Ethics and morality return to the White House!
-- Ain't Gonna Happen (Not Here Not@ever.com), November 11, 2000.
Not all ballots will be Bush ballots, though.
Florida's diverse absentee voters take unfamiliar center stage
By Paul Richter, Judy Pasternak/Los Angeles Times Staff Writers
November 10, 2000
Web posted at: 3:11 p.m. EST (2011 GMT)
WASHINGTON (Los Angeles Times) --The tight recount in Florida may give the last word on the presidential election to a relative handful of overseas voters who are eclectic, often conservative--and usually an electoral afterthought.
Several thousand ballots are expected from overseas absentee voters, who include a large concentration of military personnel, globe-trotting businesspeople and a smaller number of dual citizens living in Israel. They must have their ballots postmarked by Nov. 7 and received for counting by Nov. 17.
These voters historically have favored Florida Republicans, state officials said, and in 1996 gave GOP presidential nominee Bob Dole 54% of their vote, compared with the 43% he received statewide.
Republican officials have cited these trends when they have predicted that Texas Gov. George W. Bush will take most of the overseas absentee ballots. Yet Democratic campaign officials and some other analysts noted some other facts that could make the outcome less certain.
About 1,000 ballots, or more, may be received from Floridians living in Israel, a group that consists mostly of people holding dual citizenship and votes disproportionately Democratic. And the military vote could turn out to be less pro-Bush than expected, since enlisted personnel, who outnumber officers, 6 to 1, are more liberal than heavily Republican officers.
"Israel could help decide it," said Gideon Remez, foreign affairs editor of Israel Radio, to his listeners as they woke up Wednesday to one of the tightest presidential races in U.S. history.
Florida has a heavy concentration of military personnel and installations, including seven major Navy and five large Air Force bases. But Florida is also frequently chosen as legal residences by military personnel who live in other states because it lacks a state income tax.
The Air Force includes 5,200 personnel from Florida assigned in Europe and an additional 4,300 in the Pacific theater. Since the "all volunteer" Army began in the early 1970s, the Pentagon has tried hard to get its soldiers to vote in hopes of strengthening the bond between the military and civilian society.
Military perhaps not a lock for Bush
The Clinton administration has had a rocky relationship with the military, in part because of President Clinton's avoidance of military service. Surveys show that many career military personnel believe that the administration has starved armed services budgets.
Yet some analysts contended that the troops may be more sympathetic to Democrats than it appears. They noted that the military has a disproportionately large number of minority members, who lean Democratic. About 37% of the active-duty force is nonwhite.

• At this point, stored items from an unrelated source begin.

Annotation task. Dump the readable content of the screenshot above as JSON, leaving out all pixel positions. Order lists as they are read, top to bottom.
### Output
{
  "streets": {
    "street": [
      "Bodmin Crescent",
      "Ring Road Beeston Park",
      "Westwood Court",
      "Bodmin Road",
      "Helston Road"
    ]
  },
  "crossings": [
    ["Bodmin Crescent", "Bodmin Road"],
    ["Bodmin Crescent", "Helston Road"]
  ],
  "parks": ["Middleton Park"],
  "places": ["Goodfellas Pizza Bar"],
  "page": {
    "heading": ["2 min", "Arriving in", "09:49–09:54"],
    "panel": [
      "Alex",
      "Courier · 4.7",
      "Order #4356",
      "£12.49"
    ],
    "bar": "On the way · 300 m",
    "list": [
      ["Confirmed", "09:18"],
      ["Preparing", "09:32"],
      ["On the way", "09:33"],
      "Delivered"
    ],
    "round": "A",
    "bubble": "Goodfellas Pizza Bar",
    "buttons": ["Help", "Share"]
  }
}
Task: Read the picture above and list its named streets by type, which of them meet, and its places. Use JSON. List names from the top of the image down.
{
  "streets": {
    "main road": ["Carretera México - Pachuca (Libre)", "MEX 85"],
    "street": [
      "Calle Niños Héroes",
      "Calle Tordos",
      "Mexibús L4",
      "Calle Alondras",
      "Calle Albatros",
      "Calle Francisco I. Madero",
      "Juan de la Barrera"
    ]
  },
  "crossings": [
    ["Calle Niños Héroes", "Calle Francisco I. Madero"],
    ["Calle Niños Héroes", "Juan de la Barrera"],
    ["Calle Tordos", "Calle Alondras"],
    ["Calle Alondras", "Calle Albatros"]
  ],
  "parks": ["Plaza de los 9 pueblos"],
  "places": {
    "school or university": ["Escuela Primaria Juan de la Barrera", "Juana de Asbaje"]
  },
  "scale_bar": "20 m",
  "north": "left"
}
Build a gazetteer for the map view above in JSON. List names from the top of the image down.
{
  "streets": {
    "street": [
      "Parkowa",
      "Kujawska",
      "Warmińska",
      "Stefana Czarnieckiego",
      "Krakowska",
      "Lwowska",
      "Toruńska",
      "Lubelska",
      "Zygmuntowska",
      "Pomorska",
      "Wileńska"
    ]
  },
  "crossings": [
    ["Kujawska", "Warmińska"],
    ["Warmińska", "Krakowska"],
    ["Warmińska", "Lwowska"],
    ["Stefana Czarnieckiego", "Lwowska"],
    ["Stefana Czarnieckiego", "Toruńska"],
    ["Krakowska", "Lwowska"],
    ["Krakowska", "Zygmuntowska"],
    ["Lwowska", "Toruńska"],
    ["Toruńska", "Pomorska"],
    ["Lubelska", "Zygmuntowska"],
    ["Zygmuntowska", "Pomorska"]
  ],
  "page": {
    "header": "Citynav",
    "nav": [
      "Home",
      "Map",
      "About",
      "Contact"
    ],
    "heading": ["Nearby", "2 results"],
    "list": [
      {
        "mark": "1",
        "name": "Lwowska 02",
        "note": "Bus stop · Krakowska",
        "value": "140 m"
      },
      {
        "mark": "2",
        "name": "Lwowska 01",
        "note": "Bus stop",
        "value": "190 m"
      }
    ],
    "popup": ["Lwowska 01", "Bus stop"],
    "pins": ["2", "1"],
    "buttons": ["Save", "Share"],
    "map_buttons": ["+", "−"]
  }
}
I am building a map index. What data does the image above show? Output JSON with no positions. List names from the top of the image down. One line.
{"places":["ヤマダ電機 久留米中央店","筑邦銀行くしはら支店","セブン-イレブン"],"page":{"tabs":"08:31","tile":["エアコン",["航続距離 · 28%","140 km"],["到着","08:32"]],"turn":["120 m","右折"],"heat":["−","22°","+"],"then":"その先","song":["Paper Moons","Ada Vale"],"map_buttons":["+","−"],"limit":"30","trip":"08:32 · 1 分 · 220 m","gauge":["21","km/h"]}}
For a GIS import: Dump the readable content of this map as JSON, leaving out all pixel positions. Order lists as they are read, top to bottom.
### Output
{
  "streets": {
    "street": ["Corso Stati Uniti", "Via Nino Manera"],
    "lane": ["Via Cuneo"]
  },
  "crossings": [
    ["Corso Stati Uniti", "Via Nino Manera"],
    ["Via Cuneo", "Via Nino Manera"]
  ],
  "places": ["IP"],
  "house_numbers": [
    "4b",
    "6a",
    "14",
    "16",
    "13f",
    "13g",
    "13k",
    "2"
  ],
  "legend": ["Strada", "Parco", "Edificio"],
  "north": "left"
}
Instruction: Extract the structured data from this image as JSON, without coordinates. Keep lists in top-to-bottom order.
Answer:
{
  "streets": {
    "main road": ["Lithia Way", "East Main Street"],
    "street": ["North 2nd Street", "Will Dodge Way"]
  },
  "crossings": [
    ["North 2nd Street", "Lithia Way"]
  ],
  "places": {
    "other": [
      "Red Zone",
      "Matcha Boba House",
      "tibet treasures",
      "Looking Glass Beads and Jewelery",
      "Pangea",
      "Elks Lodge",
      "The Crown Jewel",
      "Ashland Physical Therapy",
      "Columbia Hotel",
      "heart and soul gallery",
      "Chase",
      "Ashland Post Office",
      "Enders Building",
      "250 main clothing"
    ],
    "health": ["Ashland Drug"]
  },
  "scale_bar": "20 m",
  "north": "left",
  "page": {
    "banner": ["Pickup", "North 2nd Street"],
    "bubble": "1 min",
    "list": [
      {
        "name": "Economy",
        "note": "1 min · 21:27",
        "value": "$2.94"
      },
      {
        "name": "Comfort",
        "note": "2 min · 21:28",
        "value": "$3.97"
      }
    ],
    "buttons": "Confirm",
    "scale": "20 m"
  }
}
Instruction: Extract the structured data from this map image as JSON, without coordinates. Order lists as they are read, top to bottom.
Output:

Charles Moskos, a Northwestern University sociologist who specializes in military studies, surveyed Army enlisted personnel in September that were deployed in Kosovo, Yugoslavia. He found that 32% described themselves as liberal, 44% as "middle of the road" and 24% as conservative.
One U.S. airman from Florida at the big Ramstein Air Base in Berlin said that, among the Air Force personnel he knew, the split was "about 50-50."
"The older guys are more Bush; the younger guys are more Gore," said Cedric Clark, a supporter of Vice President Al Gore who told Reuters that he was "on pins and needles" over the election.
There are about 85,000 registered American voters in Israel at any one time, according to David Froehlich, U.S. voting coordinator in Israel for the Federal Voter Commission. He said that they vote Democratic by a lopsided majority.
Of that number, an estimated 5,000 to 8,000 are Floridians, according to Democrats Abroad, a group that promotes absentee voting by party members.
Froehlich noted that American absentee voters in Europe, in contrast to those in Israel, lean strongly Republican. That's one reason, he said, that the Ronald Reagan administration began distributing at embassies a generic ballot that Americans could use to vote without arranging to have a form sent from their home states.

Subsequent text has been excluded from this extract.